Please transcribe the records precisely; pictures stay out of your copy.

----- Records shown

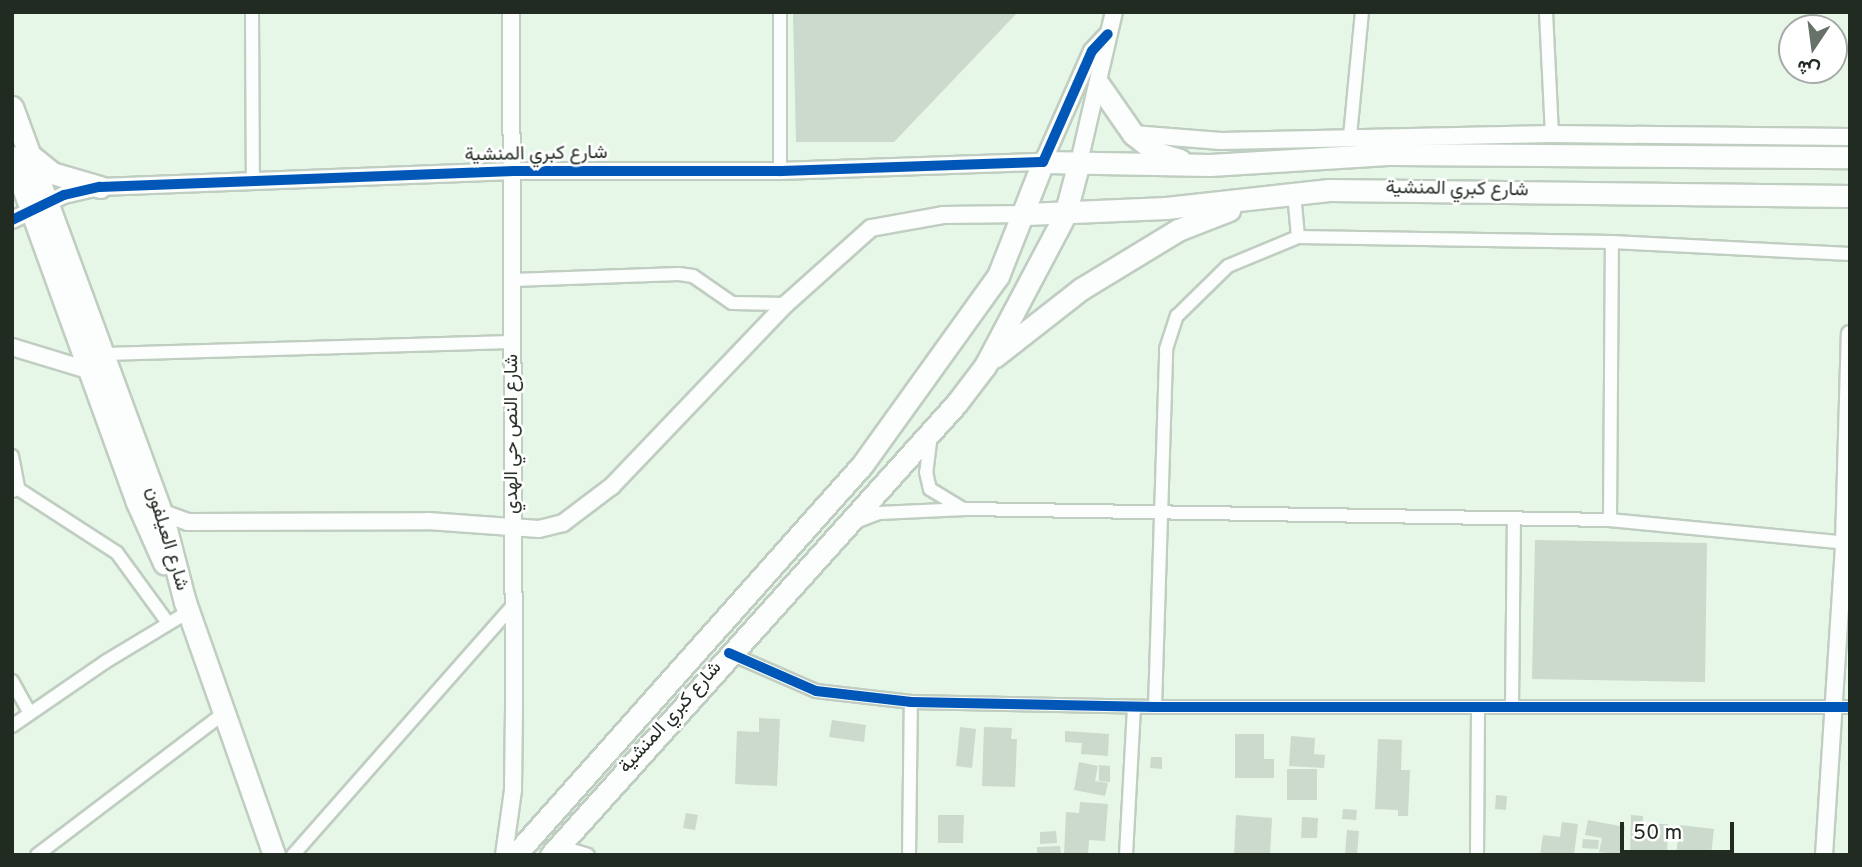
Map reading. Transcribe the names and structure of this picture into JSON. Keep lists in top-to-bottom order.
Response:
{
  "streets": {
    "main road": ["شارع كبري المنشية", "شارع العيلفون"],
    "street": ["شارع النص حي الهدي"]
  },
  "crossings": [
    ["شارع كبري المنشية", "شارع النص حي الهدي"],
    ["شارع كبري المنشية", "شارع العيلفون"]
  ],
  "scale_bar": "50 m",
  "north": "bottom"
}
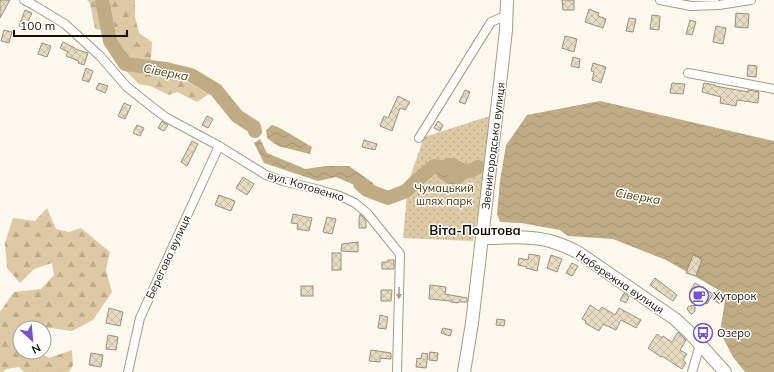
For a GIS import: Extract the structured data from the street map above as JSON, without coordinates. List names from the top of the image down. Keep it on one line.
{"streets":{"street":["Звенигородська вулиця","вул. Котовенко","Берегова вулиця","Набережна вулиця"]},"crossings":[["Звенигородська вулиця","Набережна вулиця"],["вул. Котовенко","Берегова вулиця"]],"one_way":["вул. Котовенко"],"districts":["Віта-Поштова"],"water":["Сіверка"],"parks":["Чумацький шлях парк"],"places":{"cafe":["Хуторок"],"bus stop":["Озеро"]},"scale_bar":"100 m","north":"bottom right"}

----------

## Result of this task
Map reading. Transcribe the names and structure of this picture into JSON. Keep lists in top-to-bottom order.
Response:
{
  "streets": {
    "main road": ["شارع كبري المنشية", "شارع العيلفون"],
    "street": ["شارع النص حي الهدي"]
  },
  "crossings": [
    ["شارع كبري المنشية", "شارع النص حي الهدي"],
    ["شارع كبري المنشية", "شارع العيلفون"]
  ],
  "scale_bar": "50 m",
  "north": "bottom"
}
For a GIS import: Extract the structured data from the street map above as JSON, without coordinates. List names from the top of the image down. Keep it on one line.
{"streets":{"street":["Звенигородська вулиця","вул. Котовенко","Берегова вулиця","Набережна вулиця"]},"crossings":[["Звенигородська вулиця","Набережна вулиця"],["вул. Котовенко","Берегова вулиця"]],"one_way":["вул. Котовенко"],"districts":["Віта-Поштова"],"water":["Сіверка"],"parks":["Чумацький шлях парк"],"places":{"cafe":["Хуторок"],"bus stop":["Озеро"]},"scale_bar":"100 m","north":"bottom right"}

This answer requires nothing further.